Accordingly, it is an object of the present invention to provide a power management system of renewable energy that enables economic and efficient execution of power conversion of renewable energy regardless of the amount of renewable energy produced.

In order to achieve the above object, the power management system of renewable energy according to an embodiment of the present invention is n renewable energy sources (n is a natural number); N + k (k is a natural number) power converters configured to convert a DC voltage from the renewable energy source into an AC voltage; N first line parts connected to each output part of the renewable energy source, n + k second line parts connected to each of the input parts of the power converter and intersect the first line parts, and the first line A power management unit including n × (n + k) switch units formed at an intersection of the units and the second line units; And a controller for controlling driving of the switches.

The first line portion includes an output line connected to an output of the renewable energy source, the second line portion includes an input line connected to an input of the power converter, and the switch portion includes the output line and the input.
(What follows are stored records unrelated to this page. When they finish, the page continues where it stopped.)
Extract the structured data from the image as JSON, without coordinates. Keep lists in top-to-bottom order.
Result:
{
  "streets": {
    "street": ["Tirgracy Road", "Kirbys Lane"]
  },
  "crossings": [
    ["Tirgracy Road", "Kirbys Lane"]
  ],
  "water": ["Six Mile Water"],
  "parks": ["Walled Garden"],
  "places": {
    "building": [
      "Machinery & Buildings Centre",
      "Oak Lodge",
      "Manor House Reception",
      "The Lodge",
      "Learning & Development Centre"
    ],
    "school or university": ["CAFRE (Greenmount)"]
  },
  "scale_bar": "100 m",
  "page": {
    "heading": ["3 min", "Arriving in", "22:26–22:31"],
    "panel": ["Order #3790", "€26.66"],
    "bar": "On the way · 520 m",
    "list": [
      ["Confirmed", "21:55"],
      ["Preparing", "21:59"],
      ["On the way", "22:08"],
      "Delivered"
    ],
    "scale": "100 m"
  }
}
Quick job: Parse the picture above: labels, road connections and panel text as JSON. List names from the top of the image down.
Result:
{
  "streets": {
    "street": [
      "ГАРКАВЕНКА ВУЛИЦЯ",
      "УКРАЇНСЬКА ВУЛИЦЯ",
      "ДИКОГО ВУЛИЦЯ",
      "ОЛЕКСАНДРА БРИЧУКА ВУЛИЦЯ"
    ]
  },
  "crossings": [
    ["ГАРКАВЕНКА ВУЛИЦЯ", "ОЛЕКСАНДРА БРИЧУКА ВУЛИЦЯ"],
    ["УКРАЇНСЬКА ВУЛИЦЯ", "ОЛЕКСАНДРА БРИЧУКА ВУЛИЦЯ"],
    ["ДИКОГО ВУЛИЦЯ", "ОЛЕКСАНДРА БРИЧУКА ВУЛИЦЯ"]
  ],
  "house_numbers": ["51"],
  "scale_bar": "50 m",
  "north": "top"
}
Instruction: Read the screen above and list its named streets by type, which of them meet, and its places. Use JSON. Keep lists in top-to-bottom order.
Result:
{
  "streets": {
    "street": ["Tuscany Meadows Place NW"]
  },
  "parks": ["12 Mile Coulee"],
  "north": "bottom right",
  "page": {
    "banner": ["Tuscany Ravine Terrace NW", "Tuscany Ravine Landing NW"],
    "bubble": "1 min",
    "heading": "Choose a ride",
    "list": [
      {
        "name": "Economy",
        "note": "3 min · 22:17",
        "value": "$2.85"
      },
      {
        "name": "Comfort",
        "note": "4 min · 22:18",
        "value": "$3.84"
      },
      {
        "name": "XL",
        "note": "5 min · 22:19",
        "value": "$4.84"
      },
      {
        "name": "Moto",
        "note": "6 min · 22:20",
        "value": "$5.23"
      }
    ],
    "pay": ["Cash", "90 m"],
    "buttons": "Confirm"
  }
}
A switch formed at the intersection of the lines.

The first line portion includes a positive output line connected to an anode of the renewable energy source output portion; And a negative output line connected to the negative electrode of the renewable energy source output unit.

The second line unit includes a positive input line connected to the anode of the power converter input unit; And a negative input line connected to the negative electrode of the power converter input unit.

The switch unit may include a first switch formed at an intersection of the (+) output lines and the (+) input lines; And a second switch formed at an intersection of the (−) output lines and the (−) input lines.

The control unit transmits communication data including unique addresses of the switch units and on / off commands to the power management unit using any one of wired communication, wireless communication, and optical communication.

The control unit directly transmits an on / off command to the switch units.

The controller controls the switch units such that the renewable energy sources and the power converters are connected 1: 1.

The control unit controls the switch units such that i (natural number) renewable energy sources of the renewable energy sources and j (natural number of i ≠ j) of the power converters are connected to each other.

The switch unit includes a solid state switch or a solid state switch.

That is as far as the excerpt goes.